PROBLEM:
Search the records for the string "absolute". Copy each line where it occurs.

(Collected data entries)

__________

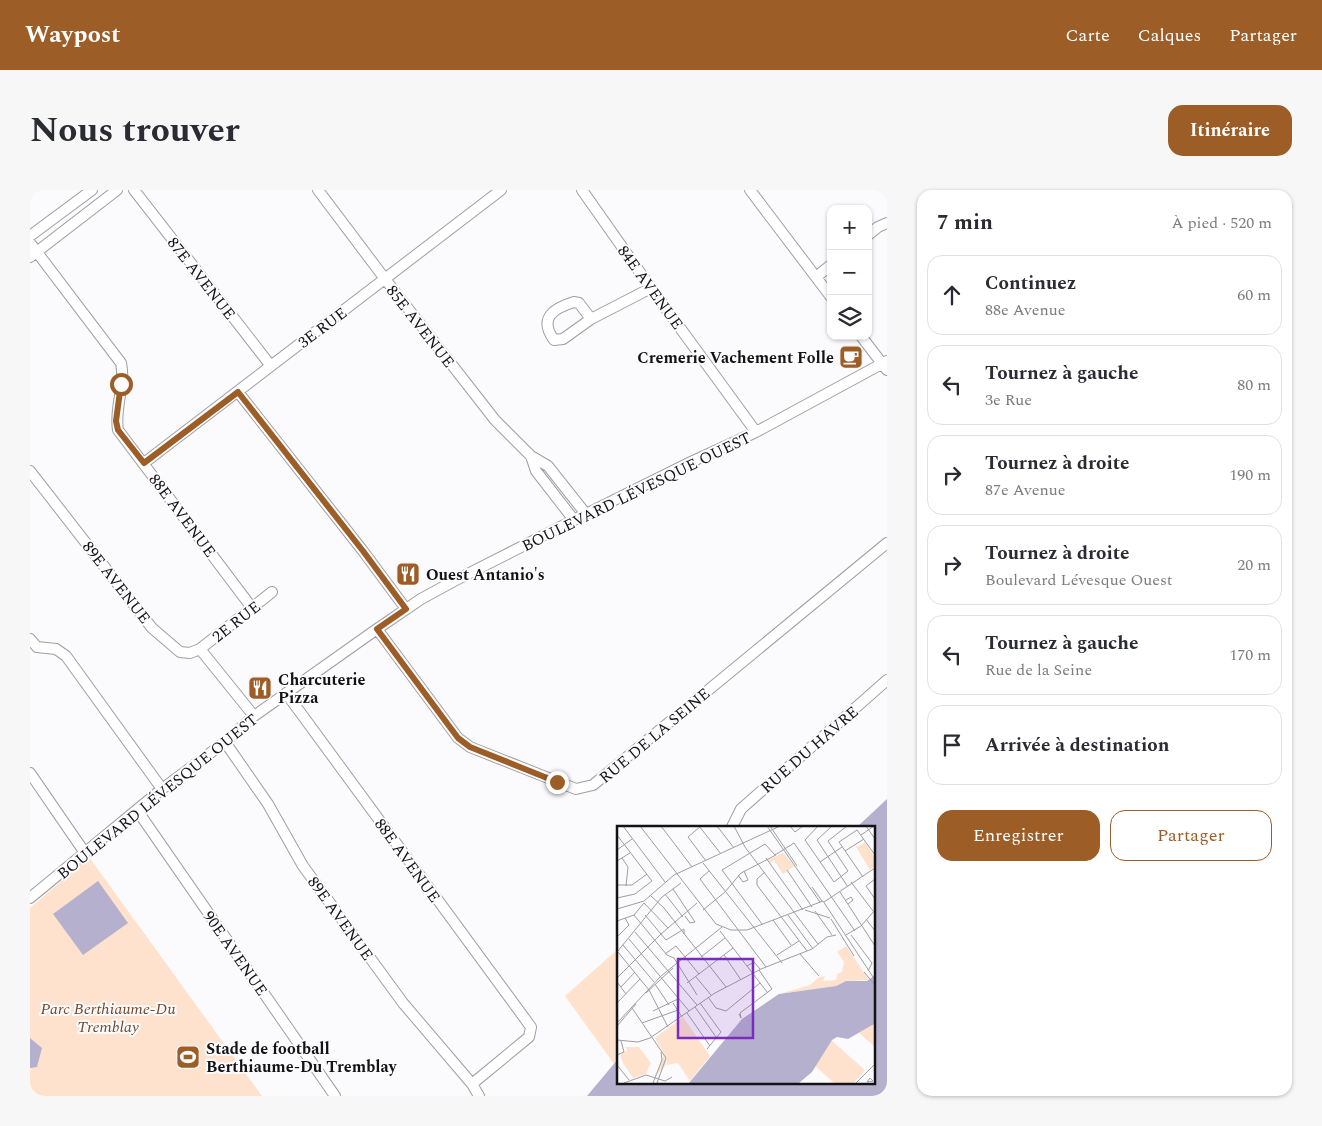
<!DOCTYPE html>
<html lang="fr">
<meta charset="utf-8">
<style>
body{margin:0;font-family:Spectral,serif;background:#f7f7f7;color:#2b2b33}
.controls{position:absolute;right:15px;top:15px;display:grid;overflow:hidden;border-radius:10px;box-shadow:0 1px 4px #0004}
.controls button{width:45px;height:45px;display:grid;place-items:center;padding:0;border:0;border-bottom:1px solid #e1e1e2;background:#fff;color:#2b2b33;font:25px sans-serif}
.stop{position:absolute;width:15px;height:15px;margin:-11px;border:4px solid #9d5d26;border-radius:50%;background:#fff}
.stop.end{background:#9d5d26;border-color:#fff;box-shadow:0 1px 5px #0008}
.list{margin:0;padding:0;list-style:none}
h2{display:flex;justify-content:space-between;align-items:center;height:65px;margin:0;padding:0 20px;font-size:21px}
h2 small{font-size:16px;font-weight:400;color:#7c7c81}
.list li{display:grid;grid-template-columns:32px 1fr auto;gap:15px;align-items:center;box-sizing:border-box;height:80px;margin:0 10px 10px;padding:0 10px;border:1px solid #e1e1e2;border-radius:15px}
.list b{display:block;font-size:19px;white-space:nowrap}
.list p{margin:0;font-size:16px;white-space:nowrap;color:#7c7c81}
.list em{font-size:16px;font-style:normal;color:#7c7c81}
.actions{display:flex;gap:10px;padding:15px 20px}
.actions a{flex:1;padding:11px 0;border:1px solid #9d5d26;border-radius:15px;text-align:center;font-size:18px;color:#9d5d26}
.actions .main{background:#9d5d26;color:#fff}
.icon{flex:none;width:28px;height:28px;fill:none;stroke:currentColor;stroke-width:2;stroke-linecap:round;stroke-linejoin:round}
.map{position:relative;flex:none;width:857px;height:906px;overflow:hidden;border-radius:15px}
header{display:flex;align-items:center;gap:30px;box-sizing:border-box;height:70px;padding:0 25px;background:#9d5d26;color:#fff}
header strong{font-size:24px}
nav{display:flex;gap:28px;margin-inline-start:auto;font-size:18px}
.intro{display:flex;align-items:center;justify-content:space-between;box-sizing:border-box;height:120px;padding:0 30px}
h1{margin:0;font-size:35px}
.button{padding:12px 22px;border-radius:15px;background:#9d5d26;color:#fff;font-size:18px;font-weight:700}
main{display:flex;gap:30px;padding:0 30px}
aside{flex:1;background:#fff;border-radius:15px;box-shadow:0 1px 4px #0004}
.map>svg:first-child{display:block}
.green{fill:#fee2cd}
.water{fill:#b4b0ce}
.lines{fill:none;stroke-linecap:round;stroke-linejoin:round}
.minor-casing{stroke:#9f9ea6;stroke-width:12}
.minor{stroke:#fff;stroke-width:10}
.route{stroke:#9d5d26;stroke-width:6}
.labels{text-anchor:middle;stroke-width:4;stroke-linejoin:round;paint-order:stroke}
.street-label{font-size:16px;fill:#131316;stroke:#fbfbfe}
.poi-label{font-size:16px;font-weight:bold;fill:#131316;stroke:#fbfbfe;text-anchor:start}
.park-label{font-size:16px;font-style:italic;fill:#714828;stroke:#fbfbfe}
.inset-road{fill:none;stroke:#9e9ea1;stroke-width:1}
.view{fill:#7b2cbf;fill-opacity:0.15;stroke:#7b2cbf;stroke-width:2.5}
.inset-edge{fill:none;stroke:#131316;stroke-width:2.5}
</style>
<header>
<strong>Waypost</strong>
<nav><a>Carte</a><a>Calques</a><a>Partager</a></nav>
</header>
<div class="intro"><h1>Nous trouver</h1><a class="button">Itinéraire</a></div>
<main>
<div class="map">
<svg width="857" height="906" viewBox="0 0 857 906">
<rect width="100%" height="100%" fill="#fbfbfe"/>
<path class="green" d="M59,667L232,906H0V718Z
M588,759V869L584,874L535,806Z"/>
<path class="water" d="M857,609V906H557L588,869V892H843V637H827Z
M68,691L98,733L53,765L23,724Z
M0,848L12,858L7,877L0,878Z"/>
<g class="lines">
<g class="minor-casing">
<path id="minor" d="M104,0L241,176
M288,0L355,89L465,230L501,266L518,276L556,324
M552,0L621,98L726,242
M720,0L801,107
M838,45L848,37L857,33
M0,46L62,0
M0,53L91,173C96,195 84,218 88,240L222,418
M0,67L87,0
M786,87L801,75
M544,112L549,113L561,129L533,149L524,150C508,128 524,118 544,112Z
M561,129L621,98
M831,146L857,180
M208,202L333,361L376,419
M501,266L506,281L544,330
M114,273L471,0
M0,281L122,438L150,462L160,463L170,459L242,402
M347,439L428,548L440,557L546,599L563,595L857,353
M0,449L7,457L26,459L36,466L132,599
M170,459L224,526
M256,503L501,837L499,847L442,894
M195,552L238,614L273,676L373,813L442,894L449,906
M0,583L55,663
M107,620L305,906
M702,637L711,619L857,490
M0,708L132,599L195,552L224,526L347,439L391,409L424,391L544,330L661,272L726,242L857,171"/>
</g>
<use href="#minor" class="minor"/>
</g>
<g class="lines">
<path class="route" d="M91,194L86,231L88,240L114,273L208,202L333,361L376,419L347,439L428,548L440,557L527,592"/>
</g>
<defs>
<g id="cafe-square" transform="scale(1.25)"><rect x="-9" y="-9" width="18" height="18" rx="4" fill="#9d5d26" stroke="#fbfbfe"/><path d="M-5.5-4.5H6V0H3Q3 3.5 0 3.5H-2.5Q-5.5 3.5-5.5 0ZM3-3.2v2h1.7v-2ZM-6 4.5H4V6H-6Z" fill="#fff"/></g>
<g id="restaurant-square" transform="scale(1.25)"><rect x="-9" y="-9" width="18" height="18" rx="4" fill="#9d5d26" stroke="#fbfbfe"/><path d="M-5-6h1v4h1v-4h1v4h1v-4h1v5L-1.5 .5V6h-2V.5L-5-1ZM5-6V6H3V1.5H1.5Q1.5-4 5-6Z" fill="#fff"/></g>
<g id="stadium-square" transform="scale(1.25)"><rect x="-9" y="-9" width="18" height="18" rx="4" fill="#9d5d26" stroke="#fbfbfe"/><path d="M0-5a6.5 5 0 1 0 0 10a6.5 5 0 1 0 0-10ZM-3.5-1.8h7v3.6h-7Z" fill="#fff"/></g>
</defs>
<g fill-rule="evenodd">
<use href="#cafe-square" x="821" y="167"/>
<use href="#restaurant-square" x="378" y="384"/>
<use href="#restaurant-square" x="230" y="498"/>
<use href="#stadium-square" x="158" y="867"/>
</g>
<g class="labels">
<g class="street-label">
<text transform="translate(172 88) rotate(52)" y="6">87E AVENUE</text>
<text transform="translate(621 97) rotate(54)" y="6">84E AVENUE</text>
<text transform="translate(391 136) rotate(52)" y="6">85E AVENUE</text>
<text transform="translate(292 137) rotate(-37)" y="6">3E RUE</text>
<text transform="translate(606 301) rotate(-26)" y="6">BOULEVARD LÉVESQUE OUEST</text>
<text transform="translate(153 325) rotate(53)" y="6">88E AVENUE</text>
<text transform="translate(87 392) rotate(52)" y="6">89E AVENUE</text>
<text transform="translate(206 431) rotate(-38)" y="6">2E RUE</text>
<text transform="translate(624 545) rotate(-40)" y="6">RUE DE LA SEINE</text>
<text transform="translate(779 559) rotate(-41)" y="6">RUE DU HAVRE</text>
<text transform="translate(127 606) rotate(-39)" y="6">BOULEVARD LÉVESQUE OUEST</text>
<text transform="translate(378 670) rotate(54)" y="6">88E AVENUE</text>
<text transform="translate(311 728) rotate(54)" y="6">89E AVENUE</text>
<text transform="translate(206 763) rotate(55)" y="6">90E AVENUE</text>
</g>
<g class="poi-label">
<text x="804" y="173" text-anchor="end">Cremerie Vachement Folle</text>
<text x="396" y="390">Ouest Antanio's</text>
<text x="248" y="495">Charcuterie<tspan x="248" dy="18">Pizza</tspan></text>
<text x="176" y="864">Stade de football<tspan x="176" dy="18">Berthiaume-Du Tremblay</tspan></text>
</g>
<g class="park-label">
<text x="78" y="824">Parc Berthiaume-Du<tspan x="78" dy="18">Tremblay</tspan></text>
</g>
</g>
<g transform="translate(587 636)">
<rect width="258" height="258" fill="#fbfbfe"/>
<path d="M248,16L257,30V40L253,44L238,19L241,21ZM166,27L177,40L166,48L157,34L153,37L151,34ZM229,120L252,154L229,155L219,160L162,168L193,159L202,151L208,150L206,155L219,154L220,148L225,146L227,136L220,126ZM66,191L93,230L73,255L61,237L50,239L49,231V239L39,249L47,228L38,212ZM257,197V220L242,207ZM214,214L248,244L237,257H217L198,240ZM9,221H22L34,237L29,248L16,252L6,237L3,229L10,225Z" fill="#fee2cd"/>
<path d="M257,150V198L231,213L220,211L215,214L195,246L182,257H72L125,193L162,168L219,160L229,155H250Z" fill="#b4b0ce"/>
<path class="inset-road" d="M6,0L48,56M23,0L99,98L114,104H130L206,75L258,154M44,0L75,41M82,0L104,28M84,0L71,11L89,35M100,0L117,22M117,0L128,21L201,118M150,0L203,76M153,0L180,40M173,0L178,6L186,0M201,0L188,14L217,56L231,45L211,15L230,0M215,0L200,14L231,61M249,0L258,13M0,9L35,55L18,68L0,72M244,9L257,0M0,24L15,13M228,25L247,13M158,29L177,17L238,105M5,32L11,41L9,60M149,32L186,84M0,35L13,27M203,36L225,21M86,37L165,137M170,44L195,81M92,45L83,53L149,141M148,46L140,53V59L190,125M57,49L163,0M121,49L126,56L131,54L127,45M246,51L222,16L240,4L258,29M258,53L249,60L258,73M234,56L256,85M0,59H15L30,48M195,61L205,75M56,63L78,96L73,97L68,90M223,66L258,120M48,68L66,91M33,69L47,82L109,161M229,74L234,71L236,74L231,78M207,76L258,42M27,77L51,102M0,83L27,75L57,49M86,84L108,66L124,47L159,29M188,84L213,92M198,85L215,109M17,89L50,129L57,132L80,169M28,89L49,114L67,103V108M171,89L196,123M214,93L237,130M249,93L258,105M156,94L174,119M0,95L17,89L27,77M145,98L105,44L148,18L158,29M244,100L258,84M103,105L150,166M18,106L80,179M229,109L244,100M234,109L255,137L251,145M0,111L12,99L8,92M12,113L72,185M6,119L37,156M0,126L45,71L64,57M1,126L32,164L51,201M48,128L59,120L82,148M183,128L202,150M107,129L124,154M160,129L182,115M84,131L108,112M130,140L137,136L143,143M247,146L258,159M79,151L94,169M0,152L44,108L80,77M0,156L9,168M70,157L116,122M38,158L52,179M4,161L18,146M29,167L56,142M91,171L99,182L109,185L143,157M0,177L23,153M56,177L65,191M83,177L104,206L90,223M78,181L99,211M15,182L49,232L40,257M36,185L61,173M70,187L93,220M122,188L124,192L123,187L155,163L142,144M0,197L44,150L105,101M25,197L61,184M0,200L19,178M0,214L21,216L33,212L98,167L144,143L195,123L210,111L219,109M0,229L7,226L4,215M0,239L12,254M253,252L256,255L250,256ZM7,257L29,249L48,255L55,251M36,257L45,234L44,226M239,257L258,238"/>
<path class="view" d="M61,133H136V212H61Z"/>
<rect width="258" height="258" class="inset-edge"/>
</g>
</svg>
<div class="controls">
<button>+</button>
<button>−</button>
<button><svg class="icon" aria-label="layers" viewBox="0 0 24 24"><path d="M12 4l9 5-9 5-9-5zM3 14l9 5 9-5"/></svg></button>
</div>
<div class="stop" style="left:91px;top:194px"></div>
<div class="stop end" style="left:527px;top:592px"></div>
</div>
<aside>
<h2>7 min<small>À pied · 520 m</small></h2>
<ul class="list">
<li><svg class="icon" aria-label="ahead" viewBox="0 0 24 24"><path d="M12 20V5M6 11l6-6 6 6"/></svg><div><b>Continuez</b><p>88e Avenue</p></div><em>60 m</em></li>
<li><svg class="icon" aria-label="left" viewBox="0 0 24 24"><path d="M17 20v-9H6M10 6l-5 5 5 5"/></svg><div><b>Tournez à gauche</b><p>3e Rue</p></div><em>80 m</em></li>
<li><svg class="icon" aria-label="right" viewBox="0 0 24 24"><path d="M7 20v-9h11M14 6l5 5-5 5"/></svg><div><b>Tournez à droite</b><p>87e Avenue</p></div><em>190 m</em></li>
<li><svg class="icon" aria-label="right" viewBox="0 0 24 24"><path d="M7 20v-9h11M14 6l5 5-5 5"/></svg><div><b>Tournez à droite</b><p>Boulevard Lévesque Ouest</p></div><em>20 m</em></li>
<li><svg class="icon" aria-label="left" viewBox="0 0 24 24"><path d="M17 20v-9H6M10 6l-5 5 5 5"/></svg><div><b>Tournez à gauche</b><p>Rue de la Seine</p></div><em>170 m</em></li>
<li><svg class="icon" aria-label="arrive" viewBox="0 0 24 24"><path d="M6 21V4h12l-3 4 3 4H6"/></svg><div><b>Arrivée à destination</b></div></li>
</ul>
<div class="actions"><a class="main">Enregistrer</a><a>Partager</a></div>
</aside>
</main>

__________

SOLUTION TO THE EXERCISE:
.controls{position:absolute;right:15px;top:15px;display:grid;overflow:hidden;border-radius:10px;box-shadow:0 1px 4px #0004}
.stop{position:absolute;width:15px;height:15px;margin:-11px;border:4px solid #9d5d26;border-radius:50%;background:#fff}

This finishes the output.